Das Thema Tibet liegt ihr nach wie vor ganz besonders am Herzen, steht im Mittelpunkt ihres ersten Buches "Eisenvogel" (Heyne-Verlag, 19.90 Euro). Es erzählt die Geschichte von drei starken Frauen; von der Flucht ihrer Großmutter, der tibetischen Nonne Kunsang (89), und ihrer Mutter Sonam (55) nach dem Tibetaufstand 1959, deren Weggang vom indischen Exil in die Schweiz sowie Yangzoms Weg zwischen zwei Welten. Geboren in der Schweiz, lebt Yangzom Brauen heute abwechselnd in Berlin und Los Angeles.

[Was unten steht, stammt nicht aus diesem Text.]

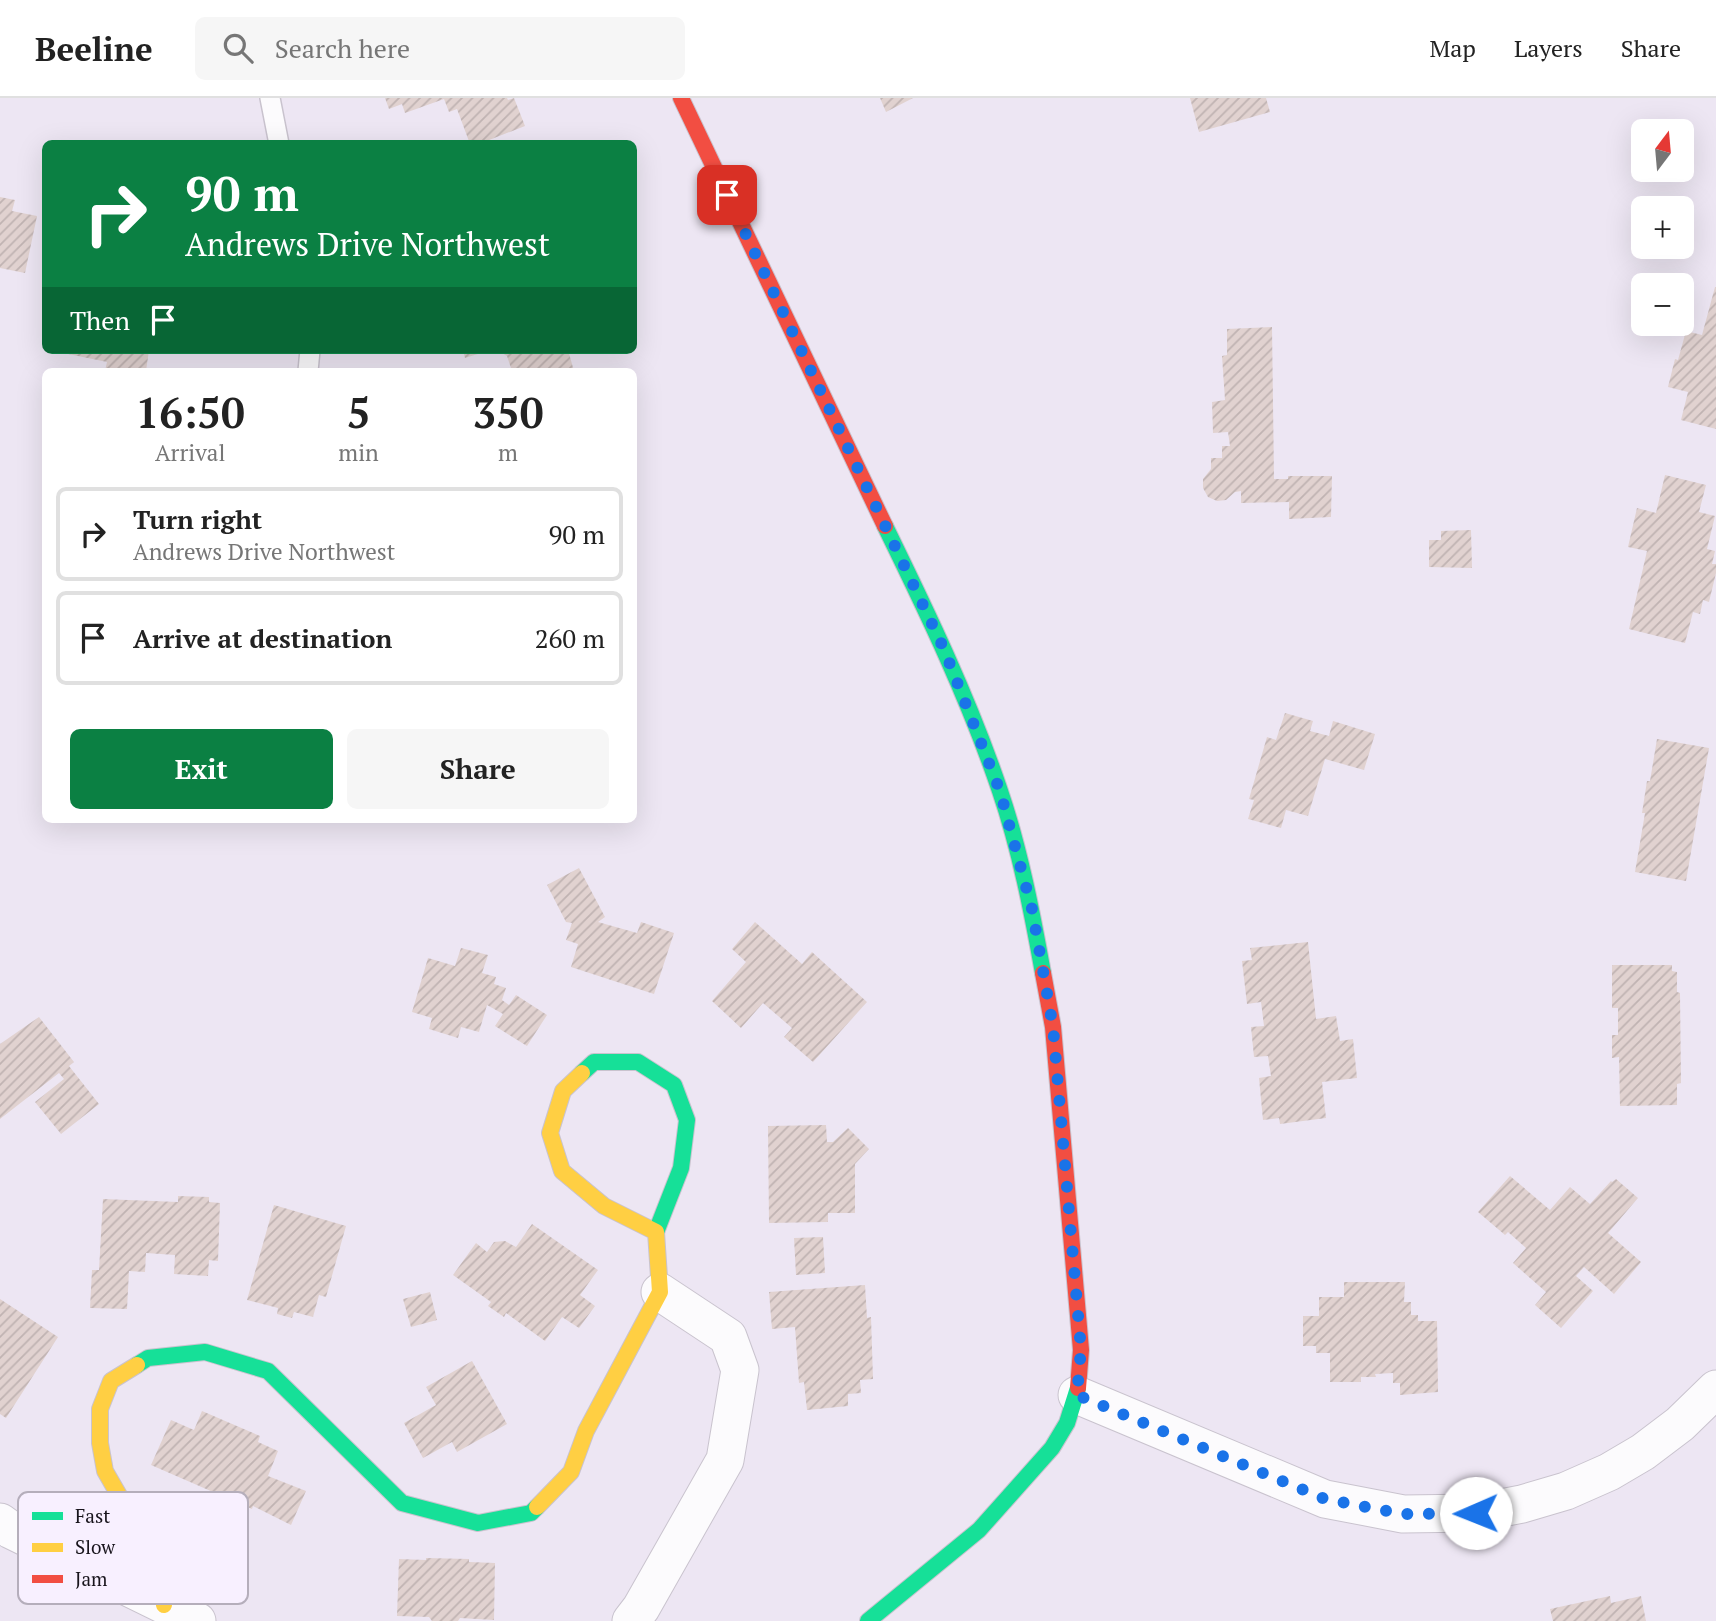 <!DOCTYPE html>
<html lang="en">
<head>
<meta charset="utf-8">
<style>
  body { margin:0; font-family:"PT Serif",serif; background:#f6f6f6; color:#222; height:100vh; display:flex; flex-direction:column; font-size:26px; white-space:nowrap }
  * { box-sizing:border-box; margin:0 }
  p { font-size:23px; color:#767676 }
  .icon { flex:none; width:38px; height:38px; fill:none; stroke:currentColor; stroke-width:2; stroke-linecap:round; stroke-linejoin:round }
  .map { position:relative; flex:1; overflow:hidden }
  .side { position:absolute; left:42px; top:270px; width:595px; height:455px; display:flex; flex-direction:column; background:#fff; border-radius:10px; box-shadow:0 7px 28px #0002 }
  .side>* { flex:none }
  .top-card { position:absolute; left:42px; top:42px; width:595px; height:214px; border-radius:10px; box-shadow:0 7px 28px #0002; background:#0b8043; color:#fff; overflow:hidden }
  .needle { width:46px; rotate:16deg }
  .buttons { position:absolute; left:1631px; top:21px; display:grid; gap:14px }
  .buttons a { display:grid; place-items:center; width:63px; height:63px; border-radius:10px; background:#fff; box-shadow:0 7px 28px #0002; font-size:35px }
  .pin { position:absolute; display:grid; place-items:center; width:60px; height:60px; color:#fff; margin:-30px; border-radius:14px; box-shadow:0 4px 10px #0006 }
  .me { position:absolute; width:77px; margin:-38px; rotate:269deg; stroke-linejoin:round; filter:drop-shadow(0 0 5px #0008) }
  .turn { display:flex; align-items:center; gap:24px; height:147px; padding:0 28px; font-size:32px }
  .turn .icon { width:91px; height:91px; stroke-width:2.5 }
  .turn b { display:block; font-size:49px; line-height:60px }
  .then { display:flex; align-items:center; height:66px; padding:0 28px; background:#0003; gap:14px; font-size:26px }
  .eta { display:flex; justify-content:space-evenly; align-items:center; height:119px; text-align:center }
  .eta b { font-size:42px; font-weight:600; line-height:49px }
  .primary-button { display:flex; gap:14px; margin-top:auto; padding:14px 28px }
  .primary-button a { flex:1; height:80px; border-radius:10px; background:#0b8043; color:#fff; font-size:28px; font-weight:600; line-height:80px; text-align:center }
  .primary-button a+a { background:#f6f6f6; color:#222 }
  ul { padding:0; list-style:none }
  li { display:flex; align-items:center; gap:21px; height:94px; margin:0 14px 10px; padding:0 14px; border:4px solid #e0e0e0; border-radius:10px }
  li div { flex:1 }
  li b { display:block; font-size:26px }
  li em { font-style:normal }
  header { display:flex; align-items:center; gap:42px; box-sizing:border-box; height:98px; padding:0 35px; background:#fff; border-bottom:2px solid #e0e0e0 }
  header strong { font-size:33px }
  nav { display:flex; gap:38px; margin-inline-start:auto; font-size:24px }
  .search { width:490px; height:63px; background:#f6f6f6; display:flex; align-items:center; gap:18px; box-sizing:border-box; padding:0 24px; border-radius:10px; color:#767676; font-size:26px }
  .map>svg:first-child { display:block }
  .building { fill:url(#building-hatch) }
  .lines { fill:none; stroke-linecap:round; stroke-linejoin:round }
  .lane-casing { stroke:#c9c3ce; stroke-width:22 }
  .street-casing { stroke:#c9c3ce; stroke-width:39 }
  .fast-casing { stroke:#c9c3ce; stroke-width:18 }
  .slow-casing { stroke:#c9c3ce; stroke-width:18 }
  .jam-casing { stroke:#c9c3ce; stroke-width:18 }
  .lane { stroke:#fcfbfd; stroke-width:19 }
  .street { stroke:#fcfbfd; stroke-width:37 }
  .fast { stroke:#16e098; stroke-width:16 }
  .slow { stroke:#ffcf43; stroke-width:16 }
  .jam { stroke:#f24e42; stroke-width:16 }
  .route { stroke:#1a73e8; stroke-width:12; stroke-dasharray:0 21.6 }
  .key { fill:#f8f0ff; stroke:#b5aebb; stroke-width:2 }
  .key-label { font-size:19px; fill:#18141c }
</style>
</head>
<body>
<header>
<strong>Beeline</strong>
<div class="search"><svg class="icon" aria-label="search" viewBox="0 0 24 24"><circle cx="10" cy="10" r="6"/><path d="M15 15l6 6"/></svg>Search here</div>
<nav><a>Map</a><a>Layers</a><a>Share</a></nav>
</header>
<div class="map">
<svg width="1716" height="1523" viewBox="0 0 1716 1523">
  <defs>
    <pattern id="building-hatch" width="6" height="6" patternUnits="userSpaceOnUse" patternTransform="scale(1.75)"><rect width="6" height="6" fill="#e1d2d0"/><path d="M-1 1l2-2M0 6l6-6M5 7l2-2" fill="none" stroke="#c0b3b2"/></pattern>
  </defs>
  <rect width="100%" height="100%" fill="#ede6f3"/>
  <path class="building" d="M385 0H507L508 2 514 0 525 28 479 46H470L457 11 449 14 444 1 405 15 402 6 389 11Z
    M880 0H913L886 14Z
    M1190 0H1266L1270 14 1199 34Z
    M0 99 15 102 12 113 37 118 25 175 0 170Z
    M1715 189H1716V331L1681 322 1688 294 1668 289 1675 261 1678 262 1686 233 1702 237Z
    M1272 229 1274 381H1288V378H1332L1331 419 1289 421V404L1241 405V393L1235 394 1226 402 1217 403 1208 399 1203 390V381L1211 371V360H1222V348H1230L1228 334 1213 335 1212 304 1225 302 1222 258 1227 257V231Z
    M49 252H149L146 273H105L107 264Z
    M463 252H487V253L465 260Z
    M497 252H568L574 273H512L507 258Z
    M1665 377 1706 387 1699 414 1715 418 1707 451 1715 453 1712 466H1716V475L1709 504 1703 502 1700 516 1693 514 1685 545 1629 531 1647 453 1628 449 1637 410 1656 415Z
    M1471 432 1472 470 1429 469V442H1441V433Z
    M1285 615 1313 623 1310 633 1329 638 1333 623 1375 636 1364 672 1325 661 1308 718 1286 712 1281 730 1248 721 1254 702 1249 701 1267 639 1276 642Z
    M1657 641 1709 650 1686 783 1635 774 1645 715H1642L1647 683H1650Z
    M579 770 605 819 598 824 637 835 641 824 674 835 654 896 571 869 578 846 566 842 572 825 566 824 547 787Z
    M755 824 802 866 812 854 867 904 813 964 784 939 792 930 763 905 741 930 712 903 746 864 732 851Z
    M1308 844 1316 921 1336 918 1340 943 1353 941 1357 980 1322 984 1326 1020 1280 1026 1279 1020 1263 1022 1259 980 1271 978 1268 958 1254 959 1251 929 1264 928 1261 904 1247 906 1242 863 1252 862 1250 850Z
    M461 850 488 857 482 875 496 879 494 886 506 890 502 902 509 907 516 897 547 917 527 948 495 928 503 916 487 907 479 934 461 929 458 940 429 931 432 920 412 914 428 860 455 868Z
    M1612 867H1672V873L1677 874V894L1680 895 1681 985 1677 986V1007L1620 1008 1619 959 1612 960V937H1618V910H1612Z
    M39 919 74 964 69 968 99 1006 61 1036 35 1004 64 981 59 975 0 1021V946Z
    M826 1027 827 1044H833L848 1030 869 1051 855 1066V1115H828V1124L769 1125 768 1028Z
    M1510 1078 1550 1112 1570 1089 1590 1106 1611 1083 1612 1084 1616 1081 1638 1100 1608 1135 1641 1164 1614 1196 1584 1169 1576 1178 1593 1193 1561 1230 1535 1207 1546 1194 1513 1165 1526 1150 1508 1134 1505 1137 1478 1114Z
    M178 1098 209 1099V1104L220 1105 218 1163 209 1162 208 1178 174 1176 175 1157 146 1155 145 1174 129 1173 127 1211 90 1210 92 1172H99L103 1101 178 1104Z
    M274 1107 346 1128 326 1199 319 1197 313 1219 294 1214 292 1220 277 1216 278 1210 247 1202Z
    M532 1126 598 1172 580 1197 595 1208 579 1230 562 1219 545 1243 506 1215 504 1219 488 1208 491 1204 453 1177 476 1145 487 1154 494 1144 505 1143 516 1149Z
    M823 1139 825 1175 796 1177 794 1140Z
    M1344 1184H1405L1404 1204H1411V1217H1418V1223H1437L1438 1294 1400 1297V1285H1393V1275L1375 1276 1376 1279H1361V1284H1330V1255H1316V1248H1303V1218H1319V1199H1344Z
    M865 1187 867 1220 871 1219 873 1281 860 1282 861 1295 848 1296V1308L807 1312 804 1284 799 1285 795 1229 772 1231 769 1194Z
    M430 1194 437 1222 411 1229 403 1201Z
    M0 1201 58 1239 6 1320 0 1316Z
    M472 1263 507 1326 457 1354 452 1344 423 1360 404 1325 436 1307 426 1289Z
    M202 1313 260 1338 258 1344 278 1353 268 1378 306 1393 291 1427 253 1408 252 1411 151 1367 171 1322 194 1332Z
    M426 1460 469 1461V1464L495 1465 494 1522 460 1520 458 1523H432L429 1519 397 1518 399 1461 426 1462Z
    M1610 1498 1611 1505 1641 1498 1646 1523H1553L1550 1511Z"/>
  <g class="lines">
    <g class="lane-casing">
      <path id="lane" d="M270 0 279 46
        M308 273 310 252"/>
    </g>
    <g class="street-casing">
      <path id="street" d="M1077 1297 1325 1401 1403 1416 1476 1415 1522 1406 1566 1393 1609 1374 1643 1354 1680 1326 1716 1291
        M0 1424 11 1432 197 1523
        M631 1523 641 1510 725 1362 740 1272 728 1239 660 1194"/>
    </g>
    <g class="fast-casing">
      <path id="fast" d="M885 428C927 514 969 601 1000 693 1020 752 1032 814 1043 875
        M582 975 594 964H638L674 987 687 1022 681 1070 656 1134
        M137 1267 148 1260 205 1254 268 1273 402 1405 478 1425 531 1415 537 1409
        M868 1523 979 1432 1052 1350 1067 1325 1078 1290"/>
    </g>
    <g class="slow-casing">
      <path id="slow" d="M137 1267 111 1283 100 1311V1345L105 1373 158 1465 164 1507
        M537 1409 571 1374 586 1333 660 1194 656 1134 604 1108 562 1073 550 1035 563 993 582 975"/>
    </g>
    <g class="jam-casing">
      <path id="jam" d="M681 0 885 428
        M1043 875 1053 929 1081 1252 1078 1290"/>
    </g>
    <use href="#lane" class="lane"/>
    <use href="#street" class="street"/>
    <use href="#fast" class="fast"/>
    <use href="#slow" class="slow"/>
    <use href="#jam" class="jam"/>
  </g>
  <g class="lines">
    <path class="route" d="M727 97 944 551 1000 693 1032 811 1053 929 1081 1251 1077 1297 1325 1401 1403 1416 1476 1415"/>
  </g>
  <rect x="18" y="1394" width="230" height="112" rx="10" class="key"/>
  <rect x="32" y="1414" width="31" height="8" fill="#16e098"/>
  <rect x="32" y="1445" width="31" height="9" fill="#ffcf43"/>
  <rect x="32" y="1477" width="31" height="8" fill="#f24e42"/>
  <g class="key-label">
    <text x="75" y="1425">Fast</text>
    <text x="75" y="1456">Slow</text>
    <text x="75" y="1488">Jam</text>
  </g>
</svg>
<div class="buttons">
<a><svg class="needle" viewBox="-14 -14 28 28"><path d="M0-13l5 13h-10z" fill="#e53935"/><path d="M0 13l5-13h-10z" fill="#767676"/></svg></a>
<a>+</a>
<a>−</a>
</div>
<div class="pin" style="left:727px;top:97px;background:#d93025"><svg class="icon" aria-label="arrive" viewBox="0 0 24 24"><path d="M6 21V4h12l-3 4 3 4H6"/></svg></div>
<svg class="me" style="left:1476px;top:1415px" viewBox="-20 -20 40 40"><circle r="19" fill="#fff"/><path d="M0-13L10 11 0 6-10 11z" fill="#1a73e8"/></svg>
<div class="top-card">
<div class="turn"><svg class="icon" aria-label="right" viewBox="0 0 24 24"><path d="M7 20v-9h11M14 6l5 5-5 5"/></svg><div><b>90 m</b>Andrews Drive Northwest</div></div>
<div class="then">Then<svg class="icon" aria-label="arrive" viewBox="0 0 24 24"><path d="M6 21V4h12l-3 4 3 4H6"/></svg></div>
</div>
<section class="side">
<div class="eta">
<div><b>16:50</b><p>Arrival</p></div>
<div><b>5</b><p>min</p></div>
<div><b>350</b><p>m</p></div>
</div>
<ul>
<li><svg class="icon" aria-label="right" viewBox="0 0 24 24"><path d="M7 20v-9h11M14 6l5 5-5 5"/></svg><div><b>Turn right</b><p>Andrews Drive Northwest</p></div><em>90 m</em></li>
<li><svg class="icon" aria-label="arrive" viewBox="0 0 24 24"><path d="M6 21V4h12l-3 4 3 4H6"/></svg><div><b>Arrive at destination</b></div><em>260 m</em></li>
</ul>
<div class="primary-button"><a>Exit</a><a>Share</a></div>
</section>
</div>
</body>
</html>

Wie kam es zu dem Titel "Eisenvogel"? Brauen: "Meine Großmutter ist 1920 nach dem tibetischen Mondkalender im Eisen-Vogel-Jahr geboren worden. Dabei kam mir eine Weissagung Padmasambhavas, dem Begründer des tibetischen Buddhismus, in den Sinn: ,Wenn der Eisenvogel fliegt, und die Pferde auf Rädern rollen, dann wird das Volk der Tibeter wie die Ameisen über die ganze Welt verstreut, und die buddhistische Lehre wird das Land des roten Mannes erreichen.' Im Geburtsjahr meiner Großmutter begann auch eine modernere Zeit."

Ein Jahr lang hat Yangzom Brauen an dem Buch gearbeitet. Die Idee dazu hatte sie sieben Jahre zuvor. "Als die chinesischen Besatzer im März 2008 im Vorfeld der Olympischen Sommerspiele in Peking den Aufstand meiner Landsleute blutig niederschlugen", sagt sie, wusste sie, sie müsse jetzt handeln. "Ich beschloss, alles aufzuschreiben, was mir meine Mutter und meine Großmutter über ihr Leben, unser Volk und über unsere Kultur noch erzählen konnten."

Wo wird das Buch noch erscheinen? "Bislang in England, Frankreich und Amerika. Die Filmrechte liegen bei mir."

Als Sechsjährige lernte sie Tibet beim Besuch mit den Eltern kennen. Land und Leute faszinierten sie sofort. Ein Leben für sich in der Gegend könnte sie sich nicht vorstellen. "Zumindest nicht für längere Zeit", sagt sie. "Das aufregende Berlin und Los Angeles sind für mich ideal als Lebensmittelpunkt." In Berlin lernte Yangzom Brauen auch ihren Freund, den Berliner Regisseur und Schauspieler Guido Föhrweißer , kennen. "Seit Februar 2005 sind wir zusammen."

Gerade hatte sie mit dem Schweizer Science-Fiction-Kinofilm ,Cargo' Premiere und arbeitet nun an ihrer ersten Schweizer Web-Soap ,Hallo, Hollywood'. "Das ist sozusagen das Gegenstück zu Til Schweigers ,Mission Hollywood'", sagt sie. "Wir geben drei Männern und drei Frauen die Möglichkeit, hinter die Kulissen der Traumstadt Hollywood zu gucken und die bittere Realität kennenzulernen." Dafür arbeitet sie mit den in L.A. lebenden Schweizer Produzenten Mike Boss und Roman Wyden zusammen.

Sollte ihr Buch verfilmt werden, würde sie lieber die Rolle ihrer Großmutter oder Mutter spielen. "Das finde ich spannender als mein eigenes Leben."